Seeded Graph Matching (SGM)¶
[17]:
import numpy as np
import matplotlib.pyplot as plt
import seaborn as sns
import random
np.random.seed(8888)
rng = np.random.default_rng(8888)
Seeded Graph Matching (SGM) is a version of the graph matching problem where one is first given a partial alignment of the nodes. This algorithm is an modification of the Fast Approximate QAP (FAQ) algorithm (Vogelstein, 2015), as described in Seeded graph matching (Fishkind, 2018). For a more in depth explanation of the graph matching problem and FAQ, view the FAQ tutorial.
[18]:
from graspologic.match import graph_match
from graspologic.plot import heatmap
from graspologic.simulations import er_corr, sbm, sbm_corr
Shuffling graph 2¶
Here we see that after shuffling graph 2, there are many more edge disagreements, as expected.
[20]:
node_shuffle_input = np.random.permutation(n_verts)
A2_shuffle = A2[node_shuffle_input][:, node_shuffle_input]
node_unshuffle_input = np.argsort(node_shuffle_input)
fig, axs = plt.subplots(1, 3, figsize=(10, 5))
heatmap(A1, ax=axs[0], cbar=False, title="Graph 1")
heatmap(A2_shuffle, ax=axs[1], cbar=False, title="Graph 2 shuffled")
_ = heatmap(A1 - A2_shuffle, ax=axs[2], cbar=False, title="Diff (G1 - G2 shuffled)")

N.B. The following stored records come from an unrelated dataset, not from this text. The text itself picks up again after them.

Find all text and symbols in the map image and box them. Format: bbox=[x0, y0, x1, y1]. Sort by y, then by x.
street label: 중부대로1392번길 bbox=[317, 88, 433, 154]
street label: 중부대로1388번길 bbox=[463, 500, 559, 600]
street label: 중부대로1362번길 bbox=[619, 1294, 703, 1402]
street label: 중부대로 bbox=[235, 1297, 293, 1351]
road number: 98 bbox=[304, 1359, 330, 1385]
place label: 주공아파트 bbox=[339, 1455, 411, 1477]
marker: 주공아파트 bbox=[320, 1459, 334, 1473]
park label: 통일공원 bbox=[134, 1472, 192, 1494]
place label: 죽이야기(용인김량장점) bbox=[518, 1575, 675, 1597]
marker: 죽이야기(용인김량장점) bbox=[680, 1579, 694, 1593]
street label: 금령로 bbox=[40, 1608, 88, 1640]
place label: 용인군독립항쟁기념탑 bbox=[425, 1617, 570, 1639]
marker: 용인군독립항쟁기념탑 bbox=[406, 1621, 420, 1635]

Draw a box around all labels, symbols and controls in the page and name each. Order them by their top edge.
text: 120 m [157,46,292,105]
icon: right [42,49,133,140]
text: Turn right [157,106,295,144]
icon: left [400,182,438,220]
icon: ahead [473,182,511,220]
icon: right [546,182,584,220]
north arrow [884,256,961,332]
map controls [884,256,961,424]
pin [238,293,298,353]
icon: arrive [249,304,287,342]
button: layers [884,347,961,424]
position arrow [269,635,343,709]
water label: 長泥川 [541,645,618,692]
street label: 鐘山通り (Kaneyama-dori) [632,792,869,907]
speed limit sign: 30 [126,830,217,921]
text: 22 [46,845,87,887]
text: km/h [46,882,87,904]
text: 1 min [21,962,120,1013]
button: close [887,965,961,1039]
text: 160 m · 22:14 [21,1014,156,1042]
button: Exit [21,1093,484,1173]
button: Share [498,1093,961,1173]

Unshuffling graph 2 without seeds¶
First, we will run SGM on graph 1 and the shuffled graph 2 with no seeds, and return the match ratio, that is the fraction of vertices that have been correctly matched.
[21]:
_, perm_inds, _, _ = graph_match(A1, A2_shuffle, rng=rng)
A2_unshuffle = A2_shuffle[perm_inds][:, perm_inds]
fig, axs = plt.subplots(1, 3, figsize=(10, 5))
heatmap(A1, ax=axs[0], cbar=False, title="Graph 1")
heatmap(A2_unshuffle, ax=axs[1], cbar=False, title="Graph 2 unshuffled")
heatmap(A1 - A2_unshuffle, ax=axs[2], cbar=False, title="Diff (G1 - G2 unshuffled)")
match_ratio = (perm_inds == node_unshuffle_input).mean()
print("Match Ratio with no seeds: ", match_ratio)
Match Ratio with no seeds: 0.0
While the predicted permutation for graph 2 did recover the basic structure of the stochastic block model (i.e. graph 1 and graph 2 look qualitatively similar), we see that the number of edge disagreements between them is still quite high, and the match ratio quite low.
Unshuffling graph 2 with 10 seeds¶
Next, we will run SGM with 10 seeds randomly selected from the optimal permutation vector found ealier. Although 10 seeds is only about 4% of the 300 node graph, we will observe below how much more accurate the matching will be compared to having no seeds.
[22]:
seeds1 = np.sort(random.sample(list(range(n_verts)),10))
seeds1 = seeds1.astype(int)
seeds2 = np.array(node_unshuffle_input[seeds1])
partial_match = np.column_stack((seeds1, seeds2))
_, perm_inds, _, _ = graph_match(A1, A2_shuffle, partial_match=partial_match, rng=rng)
A2_unshuffle = A2_shuffle[perm_inds][:, perm_inds]
fig, axs = plt.subplots(1, 3, figsize=(10, 5))
heatmap(A1, ax=axs[0], cbar=False, title="Graph 1")
heatmap(A2_unshuffle, ax=axs[1], cbar=False, title="Graph 2 unshuffled")
heatmap(A1 - A2_unshuffle, ax=axs[2], cbar=False, title="Diff (G1 - G2 unshuffled)")
match_ratio = (perm_inds == node_unshuffle_input).mean()
print("Match Ratio with 10 seeds: ", match_ratio)
Match Ratio with 10 seeds: 1.0
From the results above, we see that when running SGM on the same two graphs, with no seeds there is match ratio is quite low. However including 10 seeds increases the match ratio to 100% (meaning that the shuffled graph 2 was completely correctly unshuffled).